# Aim of the task
Using the listing below, select the lines with the word "sizing" and copy them.

# Records supplied

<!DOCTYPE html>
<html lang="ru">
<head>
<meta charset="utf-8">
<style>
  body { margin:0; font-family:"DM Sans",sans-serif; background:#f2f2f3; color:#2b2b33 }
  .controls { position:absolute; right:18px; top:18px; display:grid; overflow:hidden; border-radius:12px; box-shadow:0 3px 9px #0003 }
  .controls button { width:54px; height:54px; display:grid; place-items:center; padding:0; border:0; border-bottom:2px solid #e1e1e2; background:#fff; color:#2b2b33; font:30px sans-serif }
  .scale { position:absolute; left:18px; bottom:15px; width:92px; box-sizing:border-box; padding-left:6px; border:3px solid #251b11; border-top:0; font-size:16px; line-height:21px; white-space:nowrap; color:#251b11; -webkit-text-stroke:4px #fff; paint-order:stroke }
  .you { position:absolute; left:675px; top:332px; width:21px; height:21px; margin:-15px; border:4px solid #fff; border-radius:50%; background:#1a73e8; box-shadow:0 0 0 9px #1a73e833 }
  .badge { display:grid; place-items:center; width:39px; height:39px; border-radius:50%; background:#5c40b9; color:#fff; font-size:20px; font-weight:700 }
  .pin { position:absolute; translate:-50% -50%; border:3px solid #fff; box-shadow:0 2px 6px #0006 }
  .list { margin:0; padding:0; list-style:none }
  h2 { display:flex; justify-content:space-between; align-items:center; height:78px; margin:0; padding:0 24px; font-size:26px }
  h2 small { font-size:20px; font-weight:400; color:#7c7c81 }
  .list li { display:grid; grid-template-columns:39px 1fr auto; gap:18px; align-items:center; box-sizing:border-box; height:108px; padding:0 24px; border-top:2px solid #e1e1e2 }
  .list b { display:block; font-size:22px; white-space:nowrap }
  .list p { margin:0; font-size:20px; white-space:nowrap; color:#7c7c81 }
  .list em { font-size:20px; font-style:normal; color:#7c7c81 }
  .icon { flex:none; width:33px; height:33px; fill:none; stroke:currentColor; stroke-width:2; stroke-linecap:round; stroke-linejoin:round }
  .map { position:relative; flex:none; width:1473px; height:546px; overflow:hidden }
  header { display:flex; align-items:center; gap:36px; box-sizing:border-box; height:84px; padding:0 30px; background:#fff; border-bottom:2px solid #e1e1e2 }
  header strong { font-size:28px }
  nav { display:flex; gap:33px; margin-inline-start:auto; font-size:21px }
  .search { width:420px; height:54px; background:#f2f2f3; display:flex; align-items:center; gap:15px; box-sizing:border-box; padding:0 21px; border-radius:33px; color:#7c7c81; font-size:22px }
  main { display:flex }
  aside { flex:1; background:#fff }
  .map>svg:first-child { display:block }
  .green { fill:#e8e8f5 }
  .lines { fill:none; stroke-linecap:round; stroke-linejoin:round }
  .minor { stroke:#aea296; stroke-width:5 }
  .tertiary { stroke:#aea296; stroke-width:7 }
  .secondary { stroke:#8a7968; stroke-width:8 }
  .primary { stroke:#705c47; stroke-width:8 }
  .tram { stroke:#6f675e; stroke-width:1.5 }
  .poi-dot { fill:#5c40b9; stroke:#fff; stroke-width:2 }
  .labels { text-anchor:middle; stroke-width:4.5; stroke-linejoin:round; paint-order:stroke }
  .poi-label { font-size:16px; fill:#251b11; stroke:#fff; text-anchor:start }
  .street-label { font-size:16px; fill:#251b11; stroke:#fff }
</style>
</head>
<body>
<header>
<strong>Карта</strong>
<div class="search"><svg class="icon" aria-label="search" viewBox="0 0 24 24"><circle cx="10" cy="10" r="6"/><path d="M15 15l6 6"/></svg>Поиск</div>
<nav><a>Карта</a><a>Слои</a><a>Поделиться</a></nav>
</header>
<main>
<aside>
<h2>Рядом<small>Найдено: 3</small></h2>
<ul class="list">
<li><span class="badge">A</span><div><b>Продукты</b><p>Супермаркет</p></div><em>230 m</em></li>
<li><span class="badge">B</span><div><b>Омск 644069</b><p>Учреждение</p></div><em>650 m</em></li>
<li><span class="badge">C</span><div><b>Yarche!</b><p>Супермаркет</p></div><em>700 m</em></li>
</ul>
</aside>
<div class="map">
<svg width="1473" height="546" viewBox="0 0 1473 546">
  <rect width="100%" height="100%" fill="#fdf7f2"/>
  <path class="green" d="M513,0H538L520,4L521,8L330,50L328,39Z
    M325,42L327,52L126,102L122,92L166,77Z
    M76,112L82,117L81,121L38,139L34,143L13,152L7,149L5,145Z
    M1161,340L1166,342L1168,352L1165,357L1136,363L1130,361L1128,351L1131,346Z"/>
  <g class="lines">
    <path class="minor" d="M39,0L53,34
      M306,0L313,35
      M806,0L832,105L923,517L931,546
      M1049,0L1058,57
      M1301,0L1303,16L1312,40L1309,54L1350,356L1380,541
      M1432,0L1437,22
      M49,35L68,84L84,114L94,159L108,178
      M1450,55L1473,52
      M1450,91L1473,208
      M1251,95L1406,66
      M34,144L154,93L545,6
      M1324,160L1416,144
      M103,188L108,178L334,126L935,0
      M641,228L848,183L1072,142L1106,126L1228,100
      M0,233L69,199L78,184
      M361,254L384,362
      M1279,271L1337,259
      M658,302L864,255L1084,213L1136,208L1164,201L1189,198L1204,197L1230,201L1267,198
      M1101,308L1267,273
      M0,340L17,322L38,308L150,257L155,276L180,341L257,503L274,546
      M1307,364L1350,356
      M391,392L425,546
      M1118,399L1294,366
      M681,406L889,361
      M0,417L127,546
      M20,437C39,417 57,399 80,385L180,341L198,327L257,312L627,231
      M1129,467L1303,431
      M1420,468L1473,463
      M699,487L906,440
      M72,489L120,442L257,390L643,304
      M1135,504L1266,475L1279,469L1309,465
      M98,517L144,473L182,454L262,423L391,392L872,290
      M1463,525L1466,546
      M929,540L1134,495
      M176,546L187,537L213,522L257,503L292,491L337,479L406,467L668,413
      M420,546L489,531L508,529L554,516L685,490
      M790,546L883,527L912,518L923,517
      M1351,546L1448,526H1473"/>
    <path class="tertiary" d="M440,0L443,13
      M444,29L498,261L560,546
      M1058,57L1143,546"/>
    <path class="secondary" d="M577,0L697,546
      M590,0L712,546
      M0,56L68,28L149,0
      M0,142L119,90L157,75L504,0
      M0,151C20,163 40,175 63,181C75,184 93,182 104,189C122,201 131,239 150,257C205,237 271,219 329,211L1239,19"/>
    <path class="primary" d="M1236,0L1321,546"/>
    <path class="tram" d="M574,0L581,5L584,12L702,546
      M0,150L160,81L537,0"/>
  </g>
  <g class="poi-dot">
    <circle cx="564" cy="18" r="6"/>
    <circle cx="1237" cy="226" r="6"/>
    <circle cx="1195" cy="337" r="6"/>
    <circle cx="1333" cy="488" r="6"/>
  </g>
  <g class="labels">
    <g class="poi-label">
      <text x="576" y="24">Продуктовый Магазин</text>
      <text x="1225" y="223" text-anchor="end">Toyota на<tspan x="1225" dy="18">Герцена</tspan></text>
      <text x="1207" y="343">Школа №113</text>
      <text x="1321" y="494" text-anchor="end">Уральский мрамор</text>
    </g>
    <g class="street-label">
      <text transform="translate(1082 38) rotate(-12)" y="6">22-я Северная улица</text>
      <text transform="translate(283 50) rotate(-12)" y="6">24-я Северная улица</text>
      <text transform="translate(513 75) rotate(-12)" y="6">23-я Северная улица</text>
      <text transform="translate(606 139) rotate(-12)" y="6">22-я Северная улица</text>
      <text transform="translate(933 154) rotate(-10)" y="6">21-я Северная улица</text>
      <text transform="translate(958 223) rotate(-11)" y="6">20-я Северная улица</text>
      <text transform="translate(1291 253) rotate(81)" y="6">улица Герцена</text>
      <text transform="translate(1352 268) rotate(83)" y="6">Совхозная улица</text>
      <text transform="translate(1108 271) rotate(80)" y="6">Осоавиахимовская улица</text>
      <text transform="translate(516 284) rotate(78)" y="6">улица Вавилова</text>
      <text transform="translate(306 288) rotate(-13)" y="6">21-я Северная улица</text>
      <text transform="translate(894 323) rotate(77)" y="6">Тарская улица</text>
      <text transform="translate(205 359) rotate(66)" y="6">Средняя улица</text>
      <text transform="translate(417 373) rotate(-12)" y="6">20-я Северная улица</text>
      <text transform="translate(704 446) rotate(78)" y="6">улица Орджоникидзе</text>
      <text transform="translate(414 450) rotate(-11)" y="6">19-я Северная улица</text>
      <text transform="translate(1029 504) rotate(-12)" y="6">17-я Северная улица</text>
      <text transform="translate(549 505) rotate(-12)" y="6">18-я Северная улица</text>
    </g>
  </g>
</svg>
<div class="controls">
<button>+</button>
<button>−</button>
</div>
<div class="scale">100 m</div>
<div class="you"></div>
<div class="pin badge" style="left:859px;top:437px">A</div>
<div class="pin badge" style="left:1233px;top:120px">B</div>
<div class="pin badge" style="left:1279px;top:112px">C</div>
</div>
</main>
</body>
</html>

# Answer to the exercise
  .scale { position:absolute; left:18px; bottom:15px; width:92px; box-sizing:border-box; padding-left:6px; border:3px solid #251b11; border-top:0; font-size:16px; line-height:21px; white-space:nowrap; color:#251b11; -webkit-text-stroke:4px #fff; paint-order:stroke }
  .list li { display:grid; grid-template-columns:39px 1fr auto; gap:18px; align-items:center; box-sizing:border-box; height:108px; padding:0 24px; border-top:2px solid #e1e1e2 }
  header { display:flex; align-items:center; gap:36px; box-sizing:border-box; height:84px; padding:0 30px; background:#fff; border-bottom:2px solid #e1e1e2 }
  .search { width:420px; height:54px; background:#f2f2f3; display:flex; align-items:center; gap:15px; box-sizing:border-box; padding:0 21px; border-radius:33px; color:#7c7c81; font-size:22px }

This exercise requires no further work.